The key difference that we discovered, is that resize adjusts the size of the vector, where reserve does not. So
vec.size() == n / 10; // true
vec.resize(n);
vec.size() == n; // true
while
vec.size() == n / 10; // true
vec.reserve(n);
vec.size() == n / 10; // still true
So
vec.size() == n / 10; // true
vec.reserve(n);
vec.push_back(10);
vec.size() == (n / 10) + 1; // true
However, you cannot:
void append(size_t n, std::vector &vec) {
size_t sz = vec.size();
vec.reserve(n);
for (size_t i = sz; i < n; i++) {
vec[i] = i;
}
vec.size() == n; // false
}
But obviously, allocation + initialization (resize
) is slower than allocation
alone (reserve
), right?
With some common sense, it's obvious that bracket notation is faster than
push_back
: push_back
has to increment the size, check that it's still less
than capacity, and if its not, reallocate (the reallocation solved by the
reserve, but still). The bracket notation directly accesses the underlying
memory and just puts it in there.
The only way that resize + [] is faster than reserve + push_back is if the combined overhead of push_back overwhelms the initialization of resize, right? This is probably the case for some large n, but not for some small n I'd assume, since memory reallocation is expensive (you have to allocate a new block of memory and copy the whole array to the new block!).
Except, that's not true.
resize()
initializes to zero unless you specify a value.
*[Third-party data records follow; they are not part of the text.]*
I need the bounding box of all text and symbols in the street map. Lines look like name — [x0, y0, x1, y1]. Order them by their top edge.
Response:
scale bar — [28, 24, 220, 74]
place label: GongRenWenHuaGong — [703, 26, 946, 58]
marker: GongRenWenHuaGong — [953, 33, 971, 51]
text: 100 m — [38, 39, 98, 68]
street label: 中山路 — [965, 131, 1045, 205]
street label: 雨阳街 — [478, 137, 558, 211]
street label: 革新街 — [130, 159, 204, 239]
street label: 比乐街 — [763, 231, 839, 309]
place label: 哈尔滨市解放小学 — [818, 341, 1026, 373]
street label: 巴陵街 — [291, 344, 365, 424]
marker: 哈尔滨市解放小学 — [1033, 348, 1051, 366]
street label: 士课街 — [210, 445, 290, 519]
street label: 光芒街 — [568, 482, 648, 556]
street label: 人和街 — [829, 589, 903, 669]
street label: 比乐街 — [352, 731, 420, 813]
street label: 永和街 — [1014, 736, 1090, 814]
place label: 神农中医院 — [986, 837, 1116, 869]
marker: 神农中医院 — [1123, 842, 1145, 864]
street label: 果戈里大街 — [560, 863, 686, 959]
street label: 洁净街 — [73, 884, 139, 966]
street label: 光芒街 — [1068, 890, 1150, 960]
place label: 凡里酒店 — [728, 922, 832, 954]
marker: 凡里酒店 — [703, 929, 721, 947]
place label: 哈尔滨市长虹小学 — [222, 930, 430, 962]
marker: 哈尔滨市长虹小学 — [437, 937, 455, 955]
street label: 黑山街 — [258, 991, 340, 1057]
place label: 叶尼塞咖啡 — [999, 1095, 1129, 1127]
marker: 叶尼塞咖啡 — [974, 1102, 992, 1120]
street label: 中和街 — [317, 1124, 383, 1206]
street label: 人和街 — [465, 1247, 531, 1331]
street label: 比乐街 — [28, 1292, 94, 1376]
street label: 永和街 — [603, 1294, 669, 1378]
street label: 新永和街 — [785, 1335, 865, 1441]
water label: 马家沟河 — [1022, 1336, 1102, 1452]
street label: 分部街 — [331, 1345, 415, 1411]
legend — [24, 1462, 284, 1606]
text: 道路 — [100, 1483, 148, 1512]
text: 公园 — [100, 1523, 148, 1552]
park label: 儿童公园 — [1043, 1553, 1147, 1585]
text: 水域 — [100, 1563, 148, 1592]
And here's the thing
about zero-initialization: you can use calloc:
For large allocations, most calloc implementations under mainstream OSes will get known-zeroed pages from the OS (e.g. via POSIX mmap(MAP_ANONYMOUS) or Windows VirtualAlloc) so it doesn't need to write them in user-space. This is how normal malloc gets more pages from the OS as well; calloc just takes advantage of the OS's guarantee.
That means zero-allocation is equivalent (or near equivalent) to uninitialized
allocation. So you get the initialization for free, malloc == calloc
. Now the
only difference between the two patterns is push_back
's overhead, which is
obviously greater than bracket notation.
Use
void append(size_t n, std::vector &vec) {
size_t sz = vec.size();
vec.resize(n);
for (size_t i = sz; i < n; i++) {
vec[i] = i;
}
}
not
void append(size_t n, std::vector &vec) {
size_t sz = vec.size();
vec.reserve(n);
for (size_t i = sz; i < n; i++) {
vec.push_back(i);
}
}
My boss was right, as usual.